MacLean D R, Petrasovits A, Connelly P W, Little J A, O'Connor B
Dalhousie University, Halifax, Canada.
Can J Cardiol. 1999 Apr;15(4):445-51.
To report on the impact of different blood lipid evaluation and treatment guidelines on the proportion of Canadians identified and treated for high blood cholesterol.
DESIGN, SETTING AND PARTICIPANTS: The Canadian Heart Health Surveys were carried out in Canada between 1986 and 1991. The data used in this study were from cross-sectional probability samples of adults aged 18 to 74 years, gathered in four provincial health surveys (Quebec, Alberta, Manitoba and Ontario) between 1989 and 1992, which obtained information on family history of heart disease. Data reported are for 7238 subjects fasting 8 h or more and providing a blood sample. All blood lipid analysis were done at the J Alick Little Lipid Research Laboratory, University of Toronto, which is standardized according to the National Heart, Lung, and Blood Institute, Centers for Disease Control (Atlanta) Lipid Standardization Program.
With respect to the four guidelines examined--the Canadian Consensus Conference on Cholesterol (CCCC), 1987; the Toronto Working Group on Cholesterol Policy (TWG), 1990; the Canadian Task Force on the Periodic Health Examination (PHE), 1993; and the National Cholesterol Education Program (NCEP), 1993, in the United States--a comparison of the proportion of individuals in the population for whom a lipid profile was constructed, and who were prescribed a diet and drug therapy under different assumptions of success with dietary therapy for each guideline.
Major differences were observed in the impact of the various guidelines with respect to the percentage of subjects who were tested, provided with a lipid profile, and eligible for diet and/or drug therapy. In general the percentages in each group were higher for the CCCC and the NCEP guidelines than for the PHE and TWG guidelines.
The divergent results obtained from the application of the various guidelines are cause for concern and explain in part the confusion that surrounds the topic of blood cholesterol in public health and clinical contexts. Public health policy in the area of cardiovascular disease prevention would benefit from explicit consideration of various types of criteria for formulation of identification and treatment guidelines.
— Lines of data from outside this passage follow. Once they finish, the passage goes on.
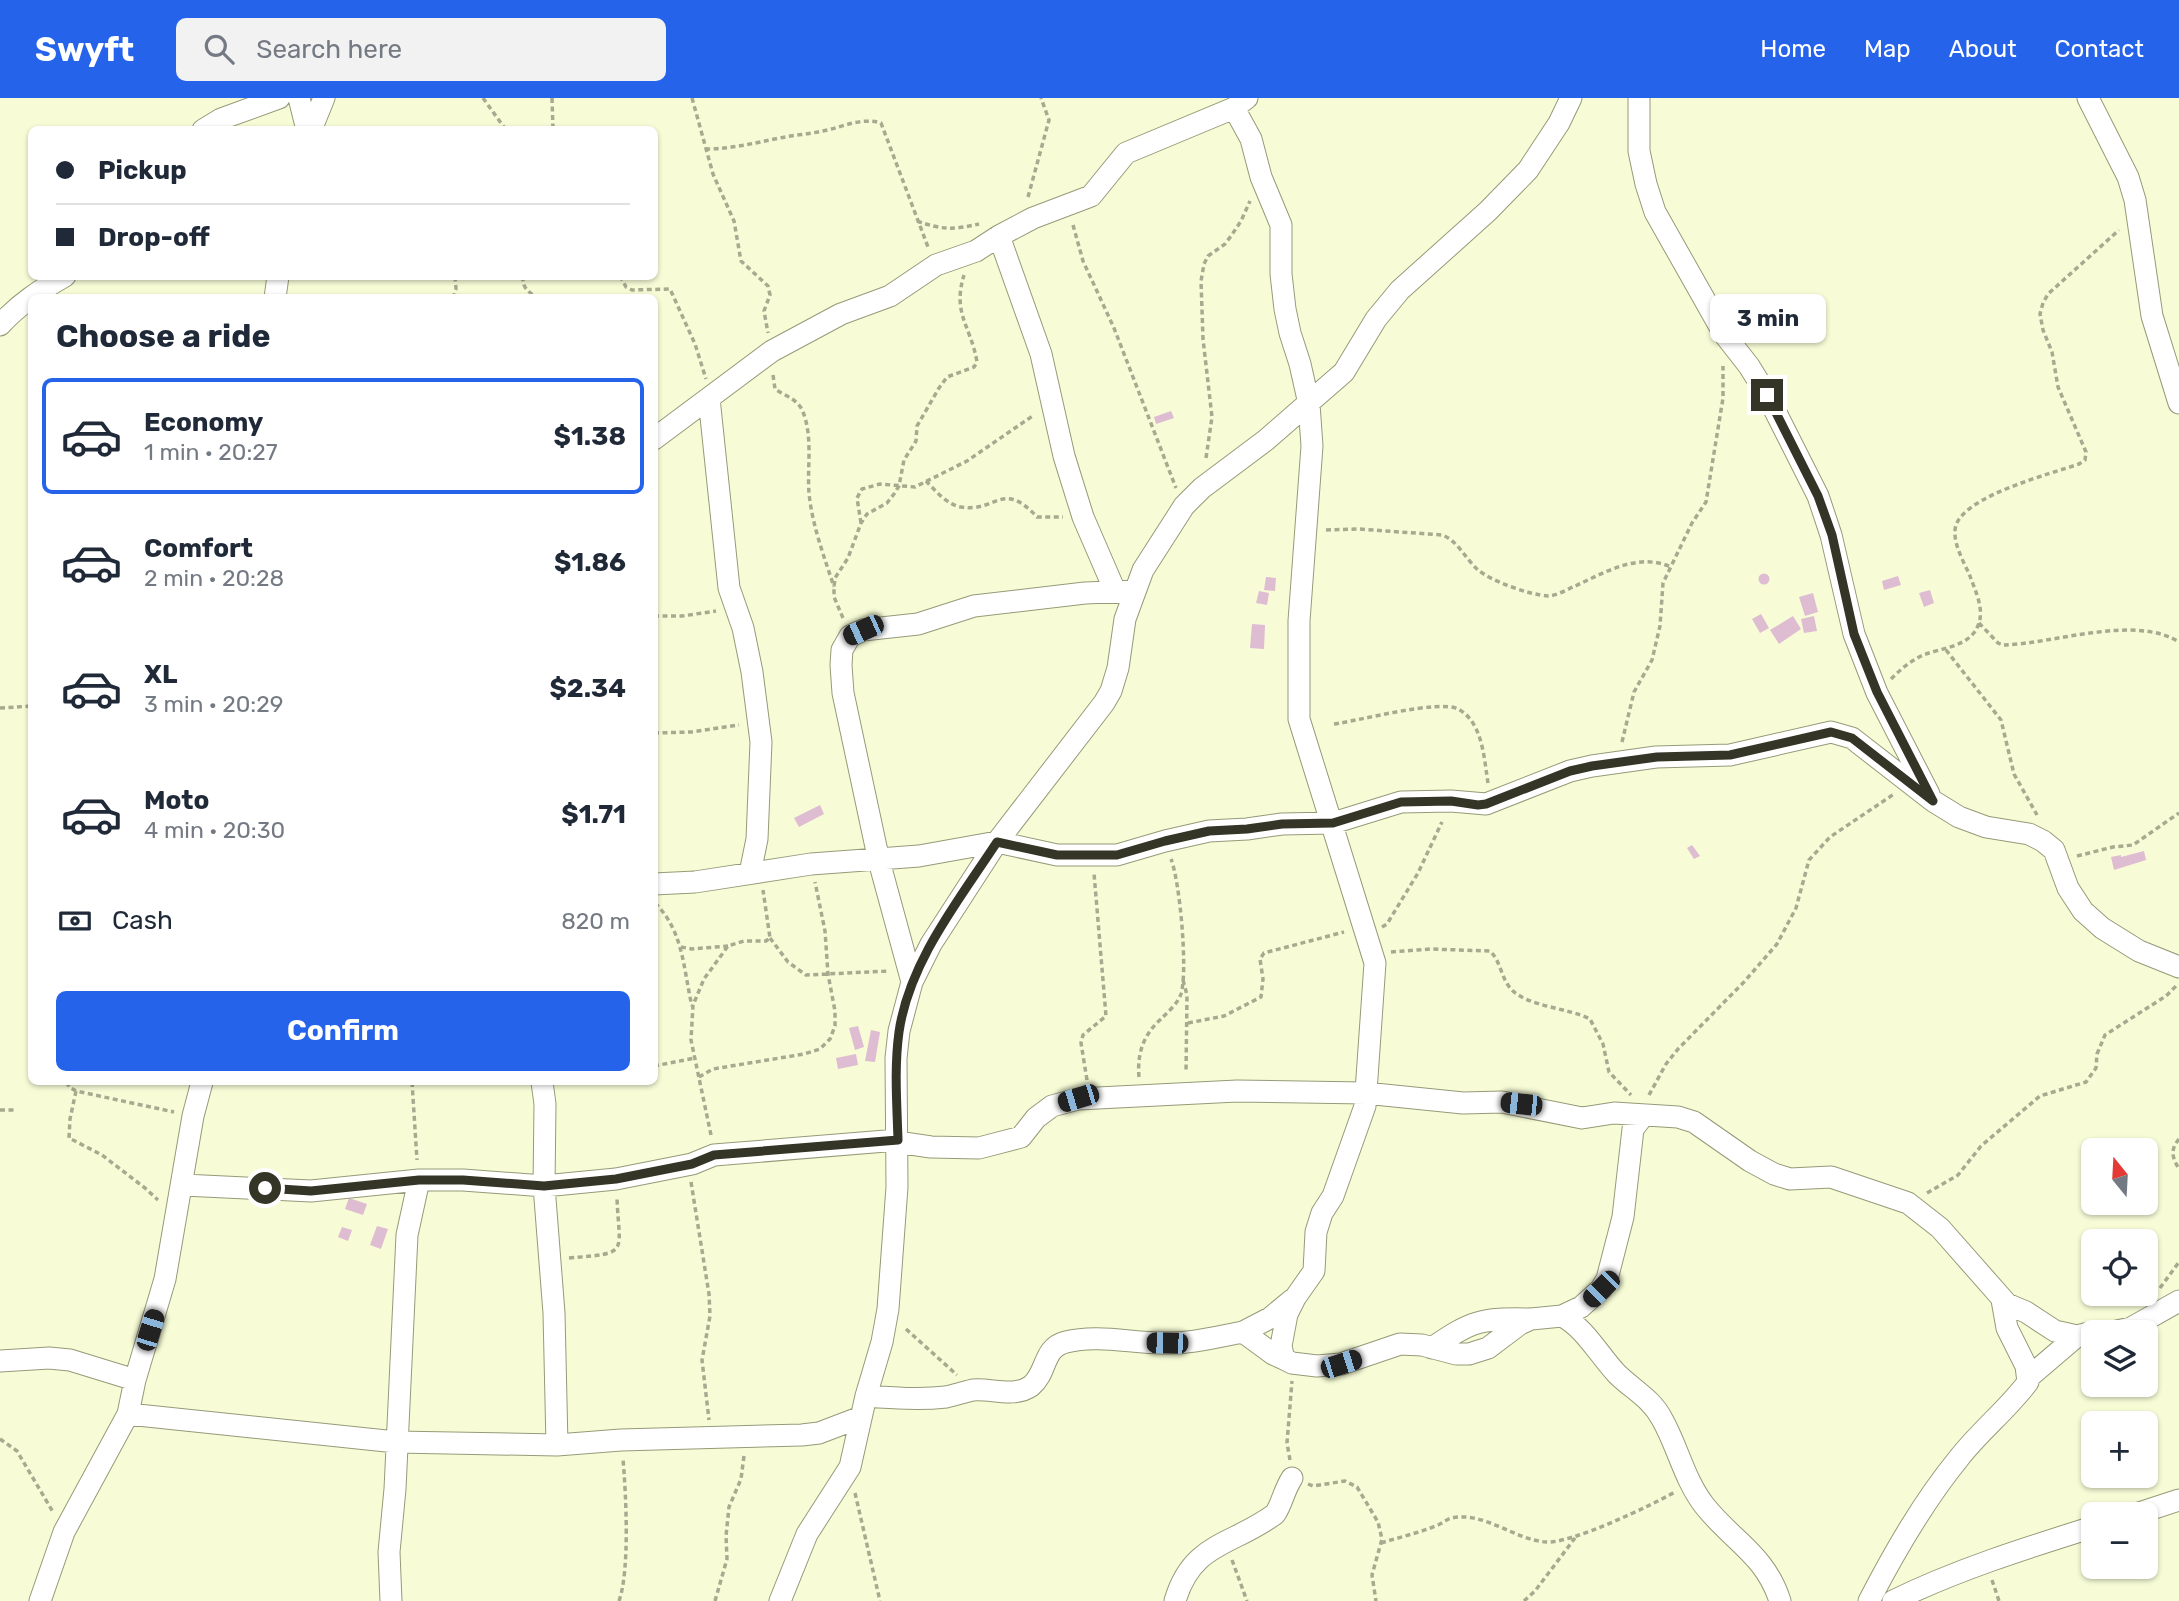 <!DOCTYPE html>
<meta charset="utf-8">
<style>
body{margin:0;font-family:Rubik,sans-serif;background:#f2f2f3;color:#1f2937;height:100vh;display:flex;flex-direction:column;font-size:26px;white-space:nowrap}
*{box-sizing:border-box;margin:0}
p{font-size:23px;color:#747a83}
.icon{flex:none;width:38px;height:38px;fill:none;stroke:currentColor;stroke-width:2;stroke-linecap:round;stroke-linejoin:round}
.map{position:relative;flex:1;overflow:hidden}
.details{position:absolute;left:28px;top:196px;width:630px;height:791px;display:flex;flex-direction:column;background:#fff;border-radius:10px;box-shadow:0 2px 5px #0004}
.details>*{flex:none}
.guide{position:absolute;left:28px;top:28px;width:630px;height:154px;border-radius:10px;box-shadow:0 2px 5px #0004;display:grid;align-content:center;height:154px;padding:0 28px;background:#fff}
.needle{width:46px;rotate:342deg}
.fabs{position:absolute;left:2081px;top:1040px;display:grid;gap:14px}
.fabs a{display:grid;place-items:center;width:77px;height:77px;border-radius:10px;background:#fff;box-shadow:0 2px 5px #0004;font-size:35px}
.end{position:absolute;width:32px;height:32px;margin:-16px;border:9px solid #343527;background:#fff;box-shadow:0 0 0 4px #fff}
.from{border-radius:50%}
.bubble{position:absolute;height:49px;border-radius:10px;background:#fff;box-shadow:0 2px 5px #0004;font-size:23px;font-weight:700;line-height:49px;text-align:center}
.car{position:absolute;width:21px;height:42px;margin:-21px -10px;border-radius:9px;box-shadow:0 0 5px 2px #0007;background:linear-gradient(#222 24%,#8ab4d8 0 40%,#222 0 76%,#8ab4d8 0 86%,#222 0)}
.guide b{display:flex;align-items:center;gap:24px;height:66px;font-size:26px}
.guide b+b{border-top:2px solid #e0e1e3}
.guide i{width:18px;height:18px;background:#1f2937}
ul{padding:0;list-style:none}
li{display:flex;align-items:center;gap:21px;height:116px;margin:0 14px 10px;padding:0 14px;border:4px solid transparent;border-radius:10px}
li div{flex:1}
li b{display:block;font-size:26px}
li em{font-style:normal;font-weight:700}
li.on{border-color:#2563eb}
li>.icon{width:63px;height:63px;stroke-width:1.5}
h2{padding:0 28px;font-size:32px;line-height:84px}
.pay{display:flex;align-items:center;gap:18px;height:77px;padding:0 28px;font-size:26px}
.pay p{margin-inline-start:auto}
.action{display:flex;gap:14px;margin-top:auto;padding:14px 28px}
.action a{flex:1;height:80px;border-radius:10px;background:#2563eb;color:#fff;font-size:28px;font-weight:700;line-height:80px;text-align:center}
header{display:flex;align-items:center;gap:42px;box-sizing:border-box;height:98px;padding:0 35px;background:#2563eb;color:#fff}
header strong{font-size:33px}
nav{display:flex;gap:38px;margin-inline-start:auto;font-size:24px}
.search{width:490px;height:63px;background:#f2f2f3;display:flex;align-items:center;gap:18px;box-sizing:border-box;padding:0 24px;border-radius:10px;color:#747a83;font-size:26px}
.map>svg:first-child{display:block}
</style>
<header>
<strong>Swyft</strong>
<div class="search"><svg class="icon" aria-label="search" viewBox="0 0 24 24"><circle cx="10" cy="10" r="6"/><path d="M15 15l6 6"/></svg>Search here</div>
<nav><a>Home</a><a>Map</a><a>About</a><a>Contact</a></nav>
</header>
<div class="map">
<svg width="2179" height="1503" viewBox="0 0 2179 1503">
<rect width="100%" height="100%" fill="#f7fcd7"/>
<path fill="#debcd2" d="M1171,313L1174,320L1156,326L1154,319Z
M1758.5 481a5.5 5.5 0 1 1 11 0a5.5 5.5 0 1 1-11 0Z
M1898,478L1901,487L1884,492L1882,483Z
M1266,479L1276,480L1275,493L1264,492Z
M1930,492L1934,505L1924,509L1919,495Z
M1259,493L1269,495L1267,507L1256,505Z
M1813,495L1818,514L1805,518L1799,499Z
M1761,516L1769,530L1760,535L1752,521Z
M1793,518L1801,531L1779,546L1770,532Z
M1814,518L1817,533L1804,535L1801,521Z
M1252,526L1265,527L1264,551L1250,550Z
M820,707L824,716L799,729L794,720Z
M1692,747L1700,758L1694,761L1687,750Z
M2144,753L2146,762L2114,772L2111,759L2121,757V759Z
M858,928L864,949L855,952L849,930Z
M871,932L880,934L875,964L865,963Z
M856,956L858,967L838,971L836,960Z
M349,1100L367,1106L363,1117L345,1111Z
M377,1128L388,1131L381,1151L370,1147Z
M342,1129L352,1132L348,1143L338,1139Z"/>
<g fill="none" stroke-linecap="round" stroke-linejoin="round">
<g stroke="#969a78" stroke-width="23">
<path id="minor" d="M299,0L307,32
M1639,0V53L1646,86L1655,114L1724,236L1749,268L1767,297L1818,398L1831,437L1854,536L1877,595L1929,696
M2088,0L2128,79L2135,102L2152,218L2179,305
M1234,10L1251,41L1261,79L1281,127V176L1285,211L1290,235L1300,266L1309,306L1312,348L1299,523V621L1375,865L1365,1008L1333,1098L1322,1115L1316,1134L1314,1173L1295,1200L1287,1216L1281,1248L1284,1261
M203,32L221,21L279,0
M311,32L324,0
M999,138L1041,256L1064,358L1083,419L1115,493
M275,200L278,178
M0,227C19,206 40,192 65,178
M709,300L729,490L743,530L752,574L761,644L757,741L750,775
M654,341L772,253L841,216L890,198L936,167L976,153L999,138L1033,120L1091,98L1126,55L1234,10L1247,0
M654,786L695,784L811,766L919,758L997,744L1057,757H1117L1165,743L1209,733L1247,731L1282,726L1333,725L1401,704L1451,703L1486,706L1570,673L1592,668L1656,659L1730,657L1831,634L1852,640L1933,703L1959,719L1986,729L2029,736L2043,743L2054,752L2068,790L2083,813L2102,830L2139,853L2179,869
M912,884L879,763L843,595L841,567L842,552L850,538L863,532L918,526L974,508L1085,495L1135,493
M542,984L545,1006L544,1088L554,1215L557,1347
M897,1044L931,1049L979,1050L1021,1039L1036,1020L1052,1008L1078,1001L1237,993L1365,995L1463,1005L1502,1004L1582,1020L1614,1015L1678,1019L1694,1024L1750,1063L1774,1076L1790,1081L1831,1079L1908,1105L1940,1130L2007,1206L2026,1214L2055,1233L2077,1238
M183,1087L311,1093L419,1082H463L544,1088L616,1081L692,1066L714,1057L898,1042
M1562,1218C1585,1230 1599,1257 1617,1276C1632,1291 1652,1301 1662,1321C1678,1349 1684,1381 1704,1407C1732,1443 1765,1456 1780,1503
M1243,1234L1270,1220L1293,1201
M2112,1234L2131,1230L2179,1203
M1432,1250C1471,1223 1481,1220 1529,1221
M0,1263L49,1260L70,1262L135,1282
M2029,1279L2077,1238L2093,1234
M866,1298C893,1300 920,1302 946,1299C955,1297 964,1294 973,1292C991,1290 1014,1300 1031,1288C1048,1274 1042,1250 1066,1244C1097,1236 1131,1245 1163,1245C1189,1246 1216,1239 1243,1234L1273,1256L1284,1261L1292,1265L1317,1268L1341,1266L1400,1246L1422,1247L1456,1256H1469L1488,1250L1520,1226L1531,1221L1562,1218L1581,1209L1601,1191L1607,1181L1623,1119L1633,1031L1643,1018
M128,1316L396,1344L557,1347L621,1342L802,1337L819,1335L861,1319
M2136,1416L2179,1402
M40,1503L64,1434L128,1316L135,1282L165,1181L193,1018L202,984
M391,1503L389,1454L395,1391L407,1137L419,1082
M780,1503L807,1436L850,1369L866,1298L882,1244L888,1211L897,1089L896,960L899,933L912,884L931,846L997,744L1104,605L1111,593L1118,570L1125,521L1143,472L1184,408L1202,390L1266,342L1344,274L1376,221L1400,192L1488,113L1528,72L1559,25L1571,0
M1175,1503C1192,1444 1232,1448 1275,1416C1282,1406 1284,1392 1292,1380
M1869,1503C1895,1453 1923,1404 1959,1360C1980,1333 2008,1311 2028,1284L2026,1268L2007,1230L2002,1202
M1893,1503C1956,1472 2026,1450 2093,1429"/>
</g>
<path stroke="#a7aa8f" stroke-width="3.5" stroke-dasharray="5 3.5" stroke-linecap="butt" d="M483,0L506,32
M552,0L553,32
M692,0L713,76L734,123L741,163L768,188L770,197L764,213L768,235
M705,51C732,51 754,45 780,40C794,37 809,36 823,33C843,29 861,19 881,25L928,149
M1028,99L1049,22L1041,0
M917,123C942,132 953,132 979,126
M1073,127L1083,163L1114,230L1176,390
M523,178C522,190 528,193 537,200
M620,178L626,189L632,192L670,191L695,246L706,281
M453,200L456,191L455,178
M773,277L775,291C785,298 798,301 803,314C813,339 807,369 809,395C812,427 824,458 834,489
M1206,360L1212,319L1203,241L1201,183L1204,166L1208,158L1225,146L1231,138L1241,123L1250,103
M926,383C935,392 947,407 961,409C996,415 1002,381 1037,419H1063
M861,425L857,400L862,391L880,386L915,389L967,363L1034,317
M1326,432L1359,431L1442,437C1457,442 1465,460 1477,471C1490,483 1530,497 1548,498C1556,498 1566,492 1573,489C1604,475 1637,454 1671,469
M654,518H682L716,513
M843,520L834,499V489L835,480L848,460L861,425L867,416L887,405L894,396L899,388L904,362L916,343L917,328L939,290L947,279L974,269L977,264C971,228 952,216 964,177
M1979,525L1998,545L2003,547C2053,546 2135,516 2179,544
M1946,552L2001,622L2014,676L2037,717
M1891,581C1900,572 1909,564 1921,558C1941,549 1971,550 1979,525C1984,510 1975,492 1970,478C1964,464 1951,443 1956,427C1967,397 2050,376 2079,366L2085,362L2086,354L2058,289L2052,254L2043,232L2040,216L2043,205L2048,196L2119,132
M0,610L32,608
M1334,626C1358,623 1439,601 1458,611C1483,624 1484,661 1488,685
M654,635L692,634L739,627
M1622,644L1634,594L1652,562L1660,528L1663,485L1692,425L1706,404L1723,300V268
M2077,758L2113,749L2133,747L2179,715
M655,805C684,834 683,870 692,908
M1382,829L1387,826L1418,775L1442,724
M770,840L788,864L806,877L889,873
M681,849L692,851L728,848
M1391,854L1430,851L1490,853C1501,863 1501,881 1512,892C1529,909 1569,910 1590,921L1603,946L1609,974L1631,997
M1183,882L1187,897L1186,975
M1188,925L1224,918L1261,899L1263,881L1260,861L1264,855L1344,834
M654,968L695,960
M699,979L713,971L804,956L820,951L830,941L835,928V913L828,876L825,833L815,784
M1139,979C1137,956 1143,937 1161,921C1168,914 1178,905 1181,896C1188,873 1180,784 1171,761
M1087,982L1081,945L1083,937L1106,918L1094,775
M67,984L69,989L76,993L174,1014
M412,984L417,1062
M76,993L70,1021L69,1040L102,1057L145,1090L158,1102
M1649,997L1666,966L1678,951L1744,884L1777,846L1796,810L1809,762L1830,739L1894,696
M0,1012H15
M711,1037L691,942L693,907L704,881L728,848L744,843H766L770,840L763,792
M2179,1041C2170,1052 2172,1059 2179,1071
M691,1084L709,1196L710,1218L702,1262L709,1322
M1927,1095L1958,1077L1981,1048L2040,998L2086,984L2096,970L2097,956L2105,937L2166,898L2177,887
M569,1160C631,1155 619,1156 617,1100
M2160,1190L2179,1164
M906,1231L957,1277
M0,1341L17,1353L53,1414
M1290,1362L1287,1345L1292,1283
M1308,1386L1313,1388L1345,1383L1357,1389L1378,1424L1382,1441L1372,1477L1376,1503
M855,1395L880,1503
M1381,1445C1400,1439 1419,1435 1438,1427C1443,1425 1447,1421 1452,1420C1484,1413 1515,1442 1546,1444C1571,1446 1652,1407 1675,1394
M1232,1462L1247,1503
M1992,1482L1999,1503
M619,1503C630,1472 626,1396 623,1361
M715,1503L727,1461L726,1438L729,1409L741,1381L744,1358
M1524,1503L1535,1493L1575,1440"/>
<use href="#minor" stroke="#fff" stroke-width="21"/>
</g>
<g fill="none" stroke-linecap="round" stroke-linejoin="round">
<path stroke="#343527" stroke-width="9" d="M265,1090L311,1093L419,1082H463L544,1088L616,1081L692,1066L714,1057L898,1042C897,1007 894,970 899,934C909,864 959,802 997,744L1057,757H1117L1165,743L1209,733L1247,731L1282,726L1333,725L1401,704L1451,703L1478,707L1486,706L1570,673L1592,668L1657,659L1730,657L1831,634L1852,640L1933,703L1877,594L1854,536L1832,437L1818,398L1767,297"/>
</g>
</svg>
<div class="fabs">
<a><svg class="needle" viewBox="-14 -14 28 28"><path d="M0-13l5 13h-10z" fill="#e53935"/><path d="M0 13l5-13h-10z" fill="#747a83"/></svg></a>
<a><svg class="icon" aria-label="locate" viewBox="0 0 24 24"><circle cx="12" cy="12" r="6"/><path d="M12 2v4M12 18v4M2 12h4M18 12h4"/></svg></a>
<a><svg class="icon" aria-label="layers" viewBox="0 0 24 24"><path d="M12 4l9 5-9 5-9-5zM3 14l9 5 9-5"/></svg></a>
<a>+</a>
<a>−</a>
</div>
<i class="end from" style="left:265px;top:1090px"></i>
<i class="end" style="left:1767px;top:297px"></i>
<div class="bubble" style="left:1710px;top:196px;width:116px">3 min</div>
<i class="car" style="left:863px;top:532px;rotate:246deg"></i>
<i class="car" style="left:1078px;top:1000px;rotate:253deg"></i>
<i class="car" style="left:1521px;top:1006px;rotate:276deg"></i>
<i class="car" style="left:1601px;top:1191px;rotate:225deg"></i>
<i class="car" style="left:150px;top:1232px;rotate:17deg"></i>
<i class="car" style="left:1167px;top:1245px;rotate:271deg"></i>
<i class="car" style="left:1341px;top:1266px;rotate:72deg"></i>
<div class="guide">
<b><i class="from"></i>Pickup</b>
<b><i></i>Drop-off</b>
</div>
<section class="details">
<h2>Choose a ride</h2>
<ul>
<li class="on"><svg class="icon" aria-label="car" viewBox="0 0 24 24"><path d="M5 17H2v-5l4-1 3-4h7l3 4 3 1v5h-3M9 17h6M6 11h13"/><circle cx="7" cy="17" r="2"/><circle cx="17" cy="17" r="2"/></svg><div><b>Economy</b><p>1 min · 20:27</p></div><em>$1.38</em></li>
<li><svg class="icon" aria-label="car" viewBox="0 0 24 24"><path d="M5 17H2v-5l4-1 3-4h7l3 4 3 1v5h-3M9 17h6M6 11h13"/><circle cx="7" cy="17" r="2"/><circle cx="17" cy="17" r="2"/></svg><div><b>Comfort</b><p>2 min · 20:28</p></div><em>$1.86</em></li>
<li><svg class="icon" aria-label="car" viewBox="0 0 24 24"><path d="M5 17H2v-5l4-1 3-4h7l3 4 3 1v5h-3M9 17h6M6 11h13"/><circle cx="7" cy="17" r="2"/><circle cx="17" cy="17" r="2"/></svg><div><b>XL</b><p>3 min · 20:29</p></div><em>$2.34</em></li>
<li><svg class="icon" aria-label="car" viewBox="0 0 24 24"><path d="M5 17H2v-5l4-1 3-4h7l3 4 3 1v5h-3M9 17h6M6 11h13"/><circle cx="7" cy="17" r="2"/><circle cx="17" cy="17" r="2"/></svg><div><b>Moto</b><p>4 min · 20:30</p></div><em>$1.71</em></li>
</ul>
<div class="pay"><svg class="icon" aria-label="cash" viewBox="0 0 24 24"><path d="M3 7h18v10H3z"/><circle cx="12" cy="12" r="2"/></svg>Cash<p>820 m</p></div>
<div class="action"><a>Confirm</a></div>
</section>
</div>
报告不同血脂评估和治疗指南对加拿大被确诊并接受高胆固醇治疗的人群比例的影响。
设计、地点和参与者:加拿大心脏健康调查于1986年至1991年在加拿大开展。本研究使用的数据来自1989年至1992年在四个省份(魁北克、艾伯塔、马尼托巴和安大略)进行的18至74岁成年人横断面概率抽样,这些抽样获取了心脏病家族史信息。报告的数据来自7238名禁食8小时或更长时间并提供血样的受试者。所有血脂分析均在多伦多大学J·阿利克·利特尔脂质研究实验室进行,该实验室根据美国疾病控制中心国家心肺血液研究所脂质标准化项目进行了标准化。
关于所研究的四项指南——1987年加拿大胆固醇共识会议(CCCC);1990年多伦多胆固醇政策工作组(TWG);1993年加拿大定期健康检查特别工作组(PHE);以及1993年美国国家胆固醇教育计划(NCEP),比较了为其构建血脂谱的人群比例,以及在每种指南饮食治疗成功的不同假设下接受饮食和药物治疗的人群比例。
在接受检测、获得血脂谱以及符合饮食和/或药物治疗条件的受试者百分比方面,各指南的影响存在重大差异。总体而言,CCCC和NCEP指南中每组的百分比高于PHE和TWG指南。
应用不同指南得出的不同结果令人担忧,部分解释了公共卫生和临床环境中围绕血胆固醇主题的困惑。心血管疾病预防领域的公共卫生政策将受益于在制定识别和治疗指南时明确考虑各类标准。